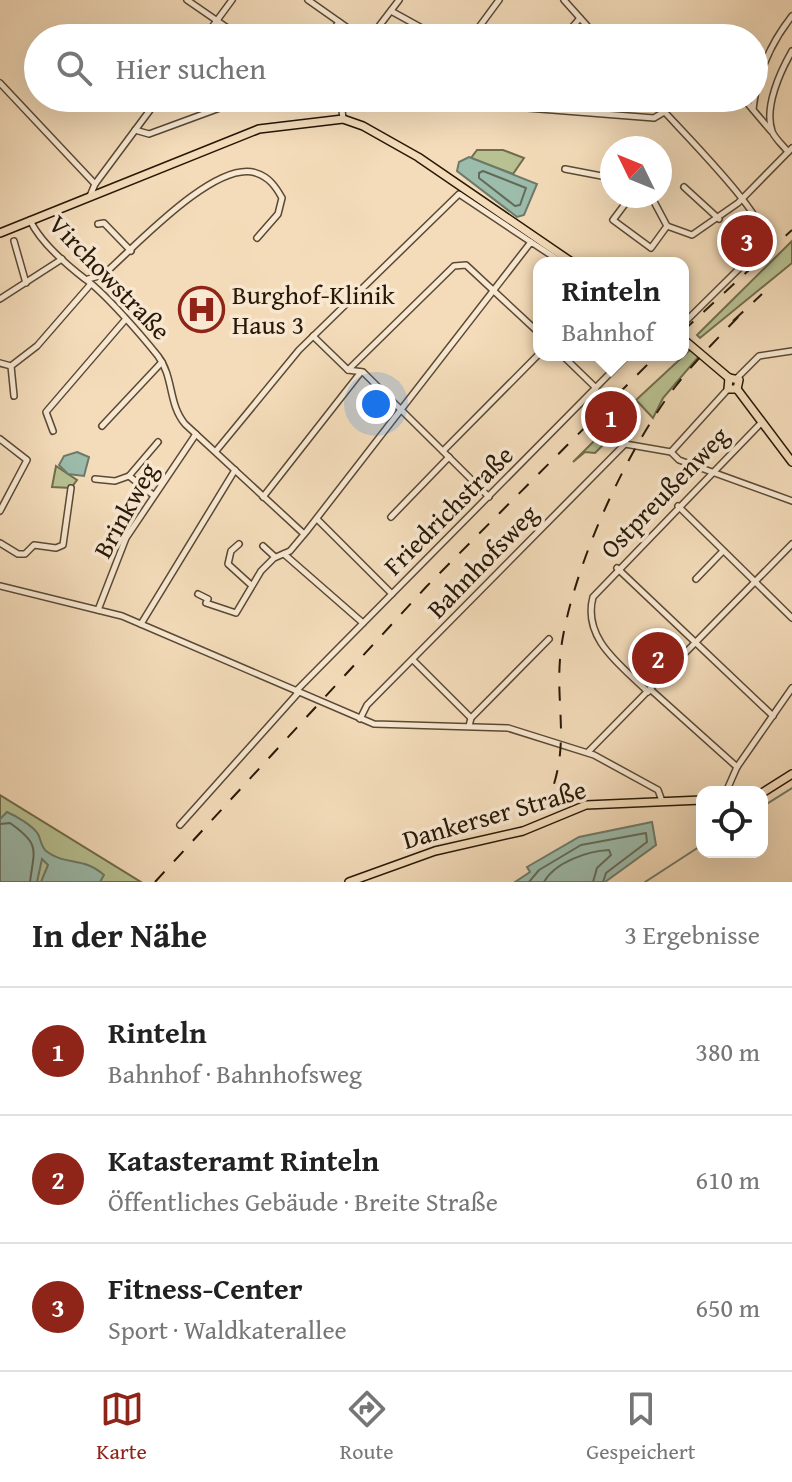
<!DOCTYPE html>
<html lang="de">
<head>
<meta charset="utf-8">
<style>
  body { margin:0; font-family:"Gentium Book Plus",serif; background:#f2f2f2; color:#222 }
  .controls { position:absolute; right:24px; bottom:24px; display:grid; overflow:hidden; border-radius:16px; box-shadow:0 8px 32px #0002 }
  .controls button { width:72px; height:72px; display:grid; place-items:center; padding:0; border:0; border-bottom:2px solid #e0e0e0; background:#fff; color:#222; font:40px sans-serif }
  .compass { position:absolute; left:600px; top:136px; width:72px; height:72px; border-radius:50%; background:#fff; box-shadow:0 8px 32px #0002; rotate:313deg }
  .you { position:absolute; left:376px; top:404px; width:28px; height:28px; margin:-20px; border:6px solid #fff; border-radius:50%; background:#1a73e8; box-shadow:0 0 0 12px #1a73e833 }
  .badge { display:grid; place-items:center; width:52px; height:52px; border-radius:50%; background:#8f2418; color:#fff; font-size:26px; font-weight:700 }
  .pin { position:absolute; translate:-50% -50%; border:4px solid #fff; box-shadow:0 2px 8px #0006 }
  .popup { position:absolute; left:533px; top:257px; width:156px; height:104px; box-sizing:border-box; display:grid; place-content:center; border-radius:16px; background:#fff; filter:drop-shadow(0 2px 6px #0005); font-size:26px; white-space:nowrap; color:#767676 }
  .popup b { font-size:30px; color:#222 }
  .popup::after { content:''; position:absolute; left:50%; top:100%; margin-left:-16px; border:16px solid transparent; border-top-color:#fff }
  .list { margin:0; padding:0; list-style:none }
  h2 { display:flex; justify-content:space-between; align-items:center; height:104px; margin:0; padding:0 32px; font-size:34px }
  h2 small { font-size:26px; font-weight:400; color:#767676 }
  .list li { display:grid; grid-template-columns:52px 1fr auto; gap:24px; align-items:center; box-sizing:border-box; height:128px; padding:0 32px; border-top:2px solid #e0e0e0 }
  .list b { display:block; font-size:30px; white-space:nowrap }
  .list p { margin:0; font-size:26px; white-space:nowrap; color:#767676 }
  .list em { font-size:26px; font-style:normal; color:#767676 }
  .icon { flex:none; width:44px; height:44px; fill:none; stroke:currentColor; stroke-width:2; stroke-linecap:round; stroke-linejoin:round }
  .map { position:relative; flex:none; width:792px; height:882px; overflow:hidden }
  .search { position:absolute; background:#fff; box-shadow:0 8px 32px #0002; left:24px; right:24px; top:24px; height:88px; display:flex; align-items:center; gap:20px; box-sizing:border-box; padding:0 28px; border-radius:44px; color:#767676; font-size:30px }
  .sheet { height:488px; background:#fff }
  nav { display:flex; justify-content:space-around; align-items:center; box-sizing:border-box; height:112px; border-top:2px solid #e0e0e0; background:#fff; font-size:22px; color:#767676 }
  nav a { display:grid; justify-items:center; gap:4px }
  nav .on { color:#8f2418 }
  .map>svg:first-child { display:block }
  .green { fill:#b8c192; stroke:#706c4c; stroke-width:2 }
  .water { fill:#9cbcac; stroke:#6d7a6a; stroke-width:2 }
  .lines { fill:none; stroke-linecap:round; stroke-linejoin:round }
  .shore { stroke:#626a5a; stroke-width:2 }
  .stream { stroke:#6d7a6a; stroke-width:2 }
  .minor-casing { stroke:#5a4934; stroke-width:8 }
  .major-casing { stroke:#271807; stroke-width:10 }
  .minor { stroke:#f8e8d2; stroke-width:5 }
  .major { stroke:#f4dcba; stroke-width:7 }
  .rail { stroke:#271807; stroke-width:2; stroke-dasharray:14 14; stroke-linecap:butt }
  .labels { text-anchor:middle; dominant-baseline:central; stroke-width:7; stroke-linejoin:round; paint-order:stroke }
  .street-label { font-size:26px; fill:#271807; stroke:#f8e8d2 }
  .poi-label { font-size:26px; fill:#271807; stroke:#f8e8d2; text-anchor:start }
</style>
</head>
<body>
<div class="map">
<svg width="792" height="882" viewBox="0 0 792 882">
  <rect width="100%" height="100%" fill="#f4dcba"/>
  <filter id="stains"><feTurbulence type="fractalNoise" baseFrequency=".0025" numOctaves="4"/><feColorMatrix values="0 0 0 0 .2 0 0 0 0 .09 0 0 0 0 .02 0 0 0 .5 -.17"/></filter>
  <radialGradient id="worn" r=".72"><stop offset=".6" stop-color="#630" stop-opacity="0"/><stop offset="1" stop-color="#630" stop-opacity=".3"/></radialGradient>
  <g class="green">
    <polygon points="477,150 503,150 524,158 513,174 471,158"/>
    <polygon points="792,241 792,263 700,338 697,335"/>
    <polygon points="691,349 700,355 663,398 653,418 636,400"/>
    <polygon points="604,431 611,437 595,453 585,452 573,462"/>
    <polygon points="56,466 77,480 71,488 52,487"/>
    <polygon points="0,795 141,882 0,882"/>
  </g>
  <g class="water">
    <polygon points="469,157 537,184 524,215 517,217 457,171 459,162"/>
    <polygon points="77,452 89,457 84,476 68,474 59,465 64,456"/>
    <path d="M7 812C16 816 32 825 38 834 41 840 41 846 46 851 65 866 83 856 104 875L100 882H41L48 865 42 859 37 882H0V819Z"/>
    <polygon points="652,822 656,845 605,882 515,882 530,872 527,867 579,837"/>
  </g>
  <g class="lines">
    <g class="shore">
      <polygon points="483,171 526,188 520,205 515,206 479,178 479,173"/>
      <path d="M0 824 10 823C41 845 34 849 30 882"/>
      <polyline points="529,882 539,870 581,845 646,833 647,842 606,873 603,882"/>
      <path d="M544 882C555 862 588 851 609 850L611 855 597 868 593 882"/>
    </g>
    <g class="stream">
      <polyline points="762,807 792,788"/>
      <polyline points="645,882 702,845"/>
    </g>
    <defs>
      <g id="minor">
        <polyline points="187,0 242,38"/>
        <polyline points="308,0 362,38"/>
        <polyline points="564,0 598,38"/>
        <polyline points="391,11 440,38"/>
        <polyline points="204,38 232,0"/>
        <polyline points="328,38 339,22"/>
        <polyline points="370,38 399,0"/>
        <polyline points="471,38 499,0"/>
        <polyline points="563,38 580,18"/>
        <polyline points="0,83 95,184"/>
        <polyline points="325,98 342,110 343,119"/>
        <polyline points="506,98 523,103 527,108 654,118 664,112"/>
        <path d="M652 98C672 122 771 218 765 243L683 324"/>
        <polyline points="743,98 771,131"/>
        <path d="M753 109C757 73 770 44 792 16"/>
        <polyline points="135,130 149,134 247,98"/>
        <path d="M788 152C784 146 774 138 772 131 764 107 780 72 792 51"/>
        <polyline points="565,169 612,178"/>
        <polyline points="684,187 719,219"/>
        <polyline points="90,196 95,184 159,98"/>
        <polyline points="631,196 613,220 651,248 667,226"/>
        <polyline points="651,196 667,226 692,235 738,203 792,148"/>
        <path d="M30 220C40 242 67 265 85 279 104 292 142 336 158 356 174 377 168 404 185 424L304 534"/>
        <polyline points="98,224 104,223 131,251"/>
        <polyline points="14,241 26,283"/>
        <path d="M88 279 103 275C133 249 215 159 256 173 269 177 276 187 282 198L278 214 257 238"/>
        <polyline points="0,299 62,259"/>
        <polyline points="313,336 348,370 363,372 489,497"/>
        <polyline points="562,355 596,388"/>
        <polyline points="0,363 11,366"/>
        <polyline points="348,370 454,266 466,265 539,333"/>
        <polyline points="737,378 759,356 792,351"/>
        <polyline points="14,396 11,366 37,346 90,285"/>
        <polyline points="102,426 162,362"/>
        <polyline points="53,431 46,412 125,320"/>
        <polyline points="0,439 27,460 0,511"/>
        <polyline points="216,451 299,350 459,194 531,242"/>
        <polyline points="443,451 539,354"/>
        <polyline points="671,452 728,389"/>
        <polyline points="129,476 158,442"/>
        <polyline points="95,479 115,481 129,476 153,495"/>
        <polyline points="263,497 361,372"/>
        <polyline points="678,506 792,618"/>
        <polyline points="391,517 449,457"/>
        <polyline points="317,519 392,594"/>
        <polyline points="0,543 18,554 25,554 34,545 56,548 63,545 71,488"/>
        <polyline points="239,544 231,551 228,564 250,584"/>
        <polyline points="263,546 275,557"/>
        <polyline points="284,554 363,623"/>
        <polyline points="617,568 773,716"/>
        <polyline points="696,579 723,551"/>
        <polyline points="0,586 122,616 374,724 508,728 594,755 658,790 662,801"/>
        <polyline points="198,594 208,599 206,603 236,613 261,571 274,558 290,551 306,532 531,242 563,263"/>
        <polyline points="98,610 126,538 196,434"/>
        <polyline points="141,624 235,470"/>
        <polyline points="413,660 471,718"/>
        <polyline points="650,689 737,767"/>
        <polyline points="296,691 628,355"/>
        <path d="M648 692C621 665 582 639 593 597L762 422"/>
        <polyline points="360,719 367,705 625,444 671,452 679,460 792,501"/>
        <polyline points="469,726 471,718 549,639"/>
        <polyline points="588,752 792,544"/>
        <polyline points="726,792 737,767 792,688"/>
        <polyline points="180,825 298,693"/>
      </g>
      <g id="major">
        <polyline points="0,233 259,129 343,119 363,126 418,157 573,263"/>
        <polyline points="683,339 729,378"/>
        <polyline points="729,378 739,380 737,389"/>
        <polyline points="729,378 728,389 737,389"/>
        <polyline points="737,389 792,462"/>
        <polyline points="762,793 792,774"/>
        <polyline points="349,882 435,851 523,831 586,805 702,800"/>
      </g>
    </defs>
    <use href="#minor" class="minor-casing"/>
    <use href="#major" class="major-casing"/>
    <use href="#minor" class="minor"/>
    <use href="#major" class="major"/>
    <g class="rail">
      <polyline points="733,321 762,294"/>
      <polyline points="683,331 792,230"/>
      <path d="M544 810C575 744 552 706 562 642 575 563 626 451 675 387 694 362 718 338 740 315"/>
      <polyline points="155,882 426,587 657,355"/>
    </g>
  </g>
  <defs>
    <symbol id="hospital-ring" viewBox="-11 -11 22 22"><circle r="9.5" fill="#f8e8d2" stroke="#8f2418" stroke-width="1.5"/><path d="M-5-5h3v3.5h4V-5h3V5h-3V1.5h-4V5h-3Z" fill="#8f2418"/></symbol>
  </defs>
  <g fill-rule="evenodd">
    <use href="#hospital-ring" x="176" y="284" width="51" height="51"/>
  </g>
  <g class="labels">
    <g class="street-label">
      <text transform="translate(110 277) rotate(46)">Virchowstraße</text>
      <text transform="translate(664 492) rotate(-46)">Ostpreußenweg</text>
      <text transform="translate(125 510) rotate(-61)">Brinkweg</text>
      <text transform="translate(448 510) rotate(-45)">Friedrichstraße</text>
      <text transform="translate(482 561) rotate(-46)">Bahnhofsweg</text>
      <text transform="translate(494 814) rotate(-16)">Dankerser Straße</text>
    </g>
    <g class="poi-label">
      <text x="232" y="294">Burghof-Klinik<tspan x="232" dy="30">Haus 3</tspan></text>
    </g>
  </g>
  <rect width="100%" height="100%" filter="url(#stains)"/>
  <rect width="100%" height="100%" fill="url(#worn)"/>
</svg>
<div class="controls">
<button><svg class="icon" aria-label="locate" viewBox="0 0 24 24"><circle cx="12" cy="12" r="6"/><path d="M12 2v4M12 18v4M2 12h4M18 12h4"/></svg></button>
</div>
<svg class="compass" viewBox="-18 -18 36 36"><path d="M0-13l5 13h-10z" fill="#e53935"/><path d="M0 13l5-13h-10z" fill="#767676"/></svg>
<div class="you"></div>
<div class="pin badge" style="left:611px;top:417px">1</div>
<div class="popup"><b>Rinteln</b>Bahnhof</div>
<div class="pin badge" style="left:658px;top:658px">2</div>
<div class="pin badge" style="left:747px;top:241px">3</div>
<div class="search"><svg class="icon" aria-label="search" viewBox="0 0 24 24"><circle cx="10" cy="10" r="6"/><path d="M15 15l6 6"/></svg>Hier suchen</div>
</div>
<section class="sheet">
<h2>In der Nähe<small>3 Ergebnisse</small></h2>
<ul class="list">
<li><span class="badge">1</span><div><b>Rinteln</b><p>Bahnhof · Bahnhofsweg</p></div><em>380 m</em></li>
<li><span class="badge">2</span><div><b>Katasteramt Rinteln</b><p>Öffentliches Gebäude · Breite Straße</p></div><em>610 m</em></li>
<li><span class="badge">3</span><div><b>Fitness-Center</b><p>Sport · Waldkaterallee</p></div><em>650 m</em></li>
</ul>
</section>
<nav>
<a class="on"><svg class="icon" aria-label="map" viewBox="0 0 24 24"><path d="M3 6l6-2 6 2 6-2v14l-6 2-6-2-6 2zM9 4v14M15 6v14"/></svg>Karte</a>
<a><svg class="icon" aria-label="directions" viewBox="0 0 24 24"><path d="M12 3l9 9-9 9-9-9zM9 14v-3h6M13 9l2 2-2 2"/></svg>Route</a>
<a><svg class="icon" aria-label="saved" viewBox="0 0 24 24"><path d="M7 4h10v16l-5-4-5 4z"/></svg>Gespeichert</a>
</nav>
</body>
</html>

**What you will do:** Exactly the lines above from the one with "position:absolute; left:376px; top:404px;" to the one with "flex:none; width:44px; height:44px;", both included, are to be quoted; leave the rest out.

**Output of the exercise:**
  .you { position:absolute; left:376px; top:404px; width:28px; height:28px; margin:-20px; border:6px solid #fff; border-radius:50%; background:#1a73e8; box-shadow:0 0 0 12px #1a73e833 }
  .badge { display:grid; place-items:center; width:52px; height:52px; border-radius:50%; background:#8f2418; color:#fff; font-size:26px; font-weight:700 }
  .pin { position:absolute; translate:-50% -50%; border:4px solid #fff; box-shadow:0 2px 8px #0006 }
  .popup { position:absolute; left:533px; top:257px; width:156px; height:104px; box-sizing:border-box; display:grid; place-content:center; border-radius:16px; background:#fff; filter:drop-shadow(0 2px 6px #0005); font-size:26px; white-space:nowrap; color:#767676 }
  .popup b { font-size:30px; color:#222 }
  .popup::after { content:''; position:absolute; left:50%; top:100%; margin-left:-16px; border:16px solid transparent; border-top-color:#fff }
  .list { margin:0; padding:0; list-style:none }
  h2 { display:flex; justify-content:space-between; align-items:center; height:104px; margin:0; padding:0 32px; font-size:34px }
  h2 small { font-size:26px; font-weight:400; color:#767676 }
  .list li { display:grid; grid-template-columns:52px 1fr auto; gap:24px; align-items:center; box-sizing:border-box; height:128px; padding:0 32px; border-top:2px solid #e0e0e0 }
  .list b { display:block; font-size:30px; white-space:nowrap }
  .list p { margin:0; font-size:26px; white-space:nowrap; color:#767676 }
  .list em { font-size:26px; font-style:normal; color:#767676 }
  .icon { flex:none; width:44px; height:44px; fill:none; stroke:currentColor; stroke-width:2; stroke-linecap:round; stroke-linejoin:round }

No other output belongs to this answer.